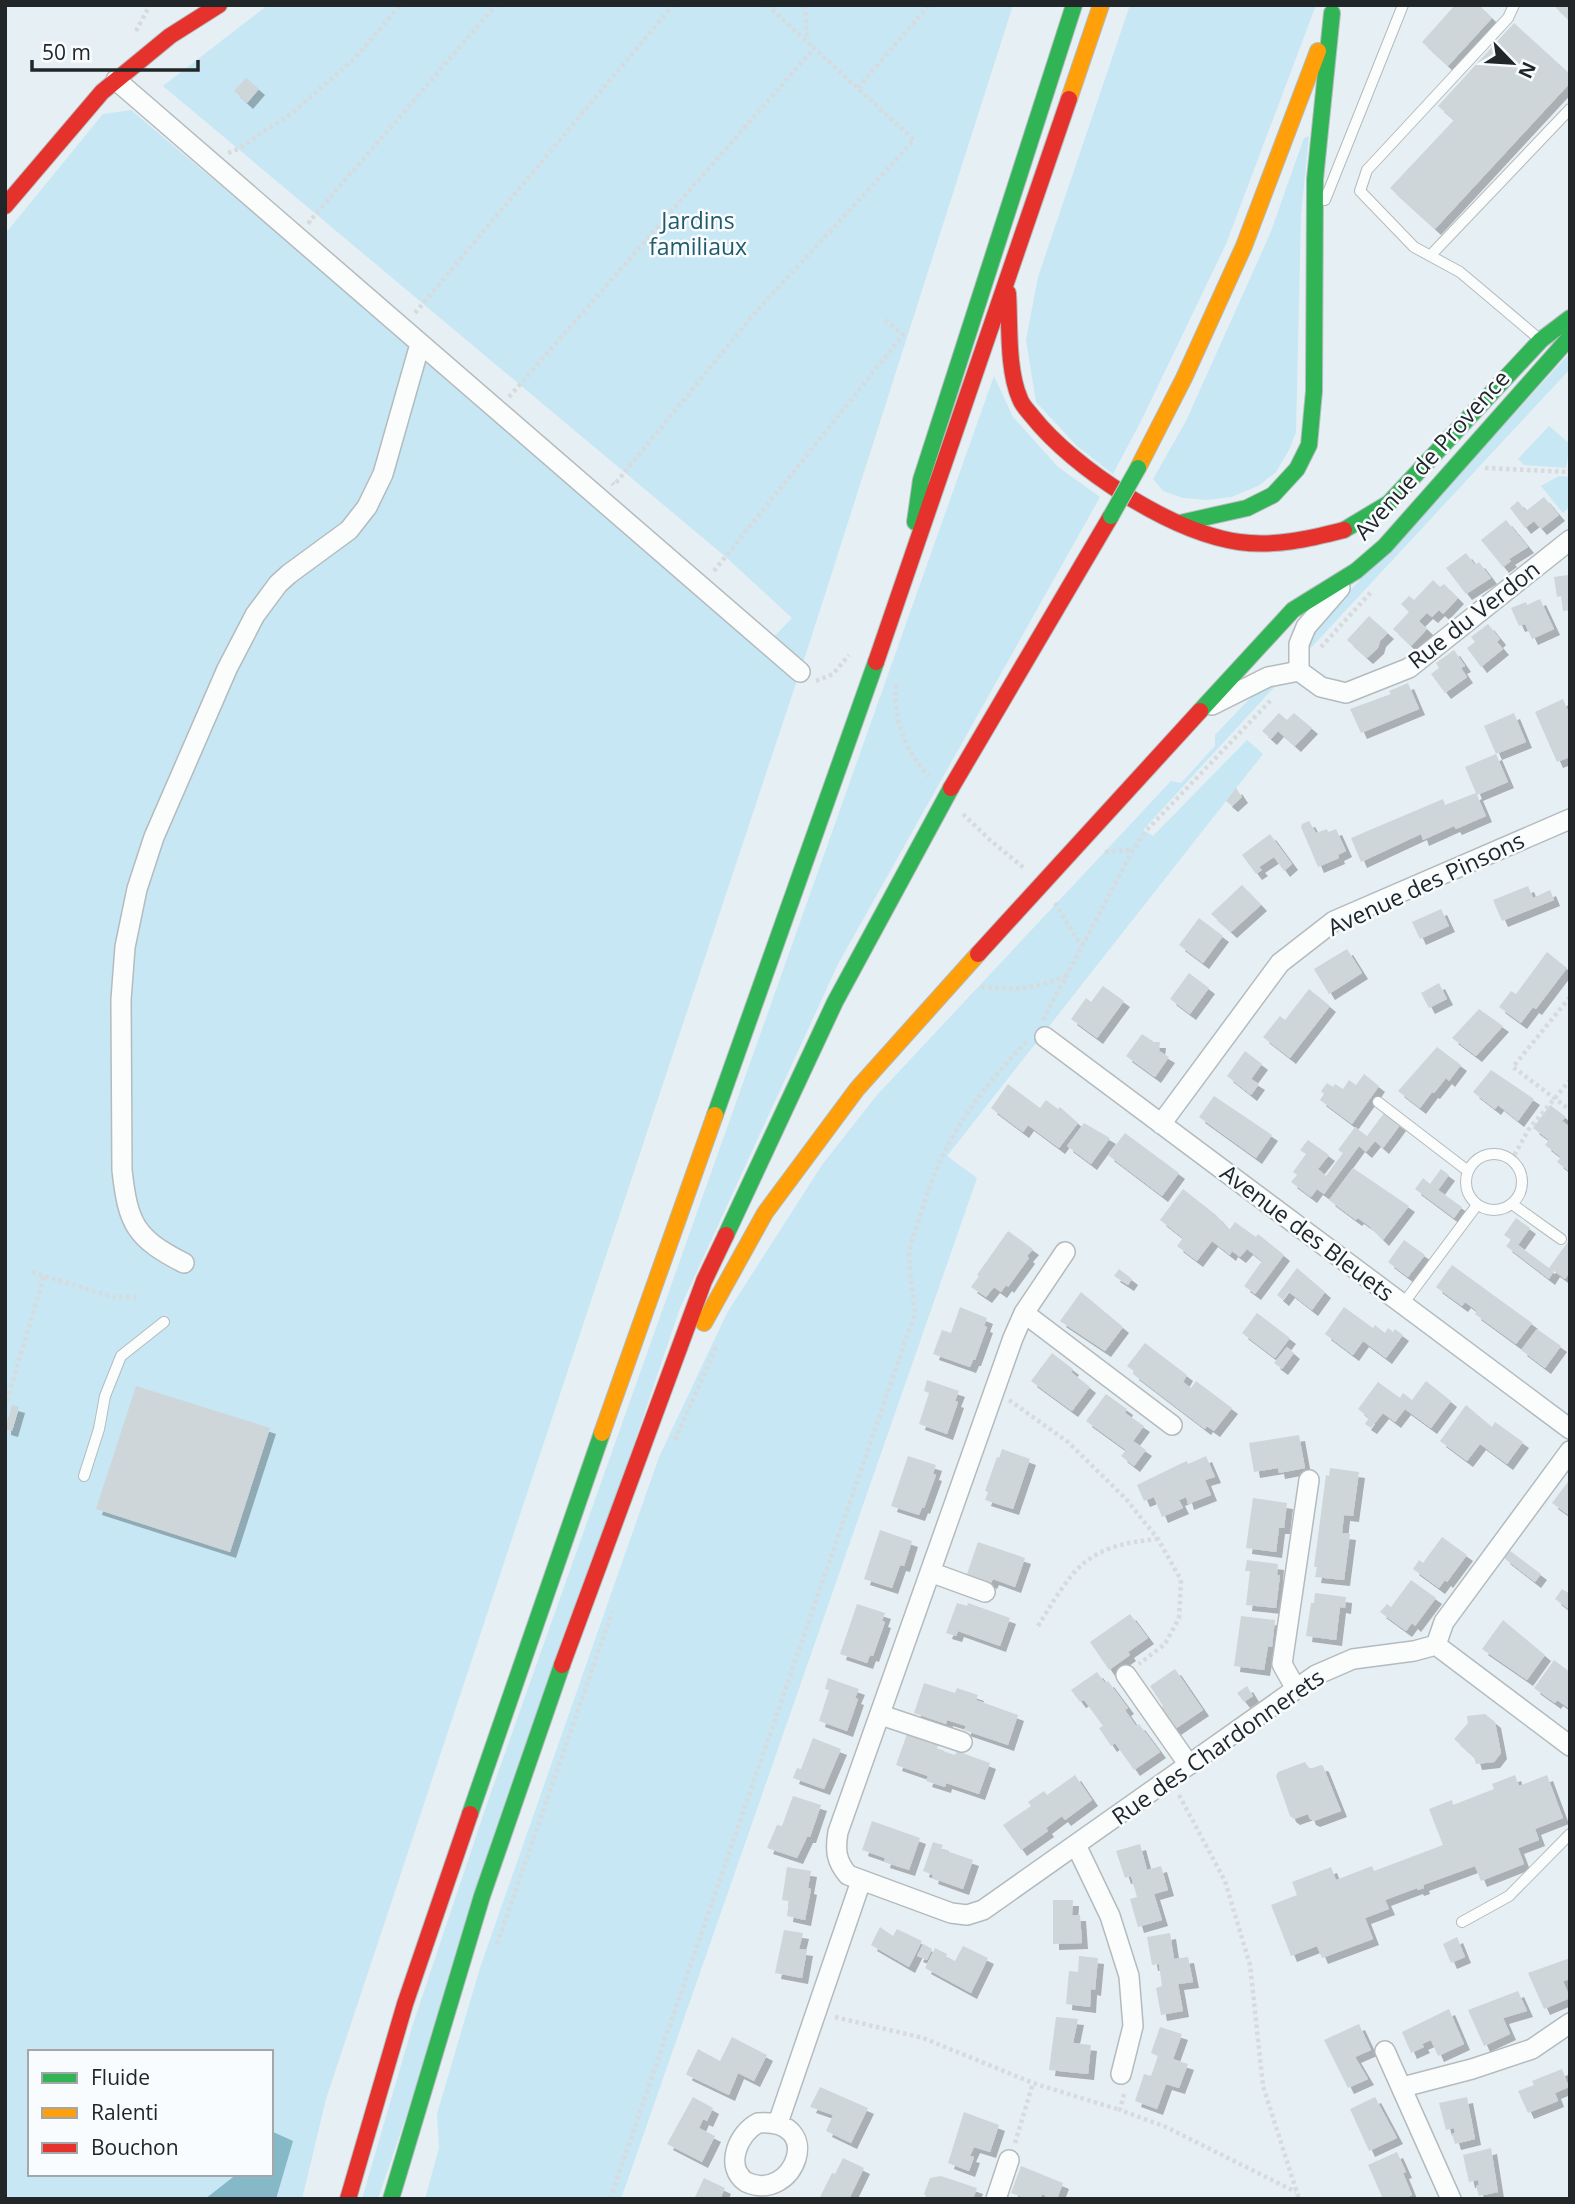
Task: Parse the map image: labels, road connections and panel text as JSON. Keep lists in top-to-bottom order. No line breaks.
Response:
{"streets":{"main road":["Avenue de Provence"],"street":["Rue du Verdon","Avenue des Pinsons","Avenue des Bleuets","Rue des Chardonnerets"]},"crossings":[["Avenue des Pinsons","Avenue des Bleuets"]],"parks":["Jardins familiaux"],"legend":["Fluide","Ralenti","Bouchon"],"scale_bar":"50 m","north":"bottom right"}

**EXERCISE OBJECTIVE**
Could you repeat the listing above exactly, omitting its pictures?

**RESULT**
Task: Parse the map image: labels, road connections and panel text as JSON. Keep lists in top-to-bottom order. No line breaks.
Response:
{"streets":{"main road":["Avenue de Provence"],"street":["Rue du Verdon","Avenue des Pinsons","Avenue des Bleuets","Rue des Chardonnerets"]},"crossings":[["Avenue des Pinsons","Avenue des Bleuets"]],"parks":["Jardins familiaux"],"legend":["Fluide","Ralenti","Bouchon"],"scale_bar":"50 m","north":"bottom right"}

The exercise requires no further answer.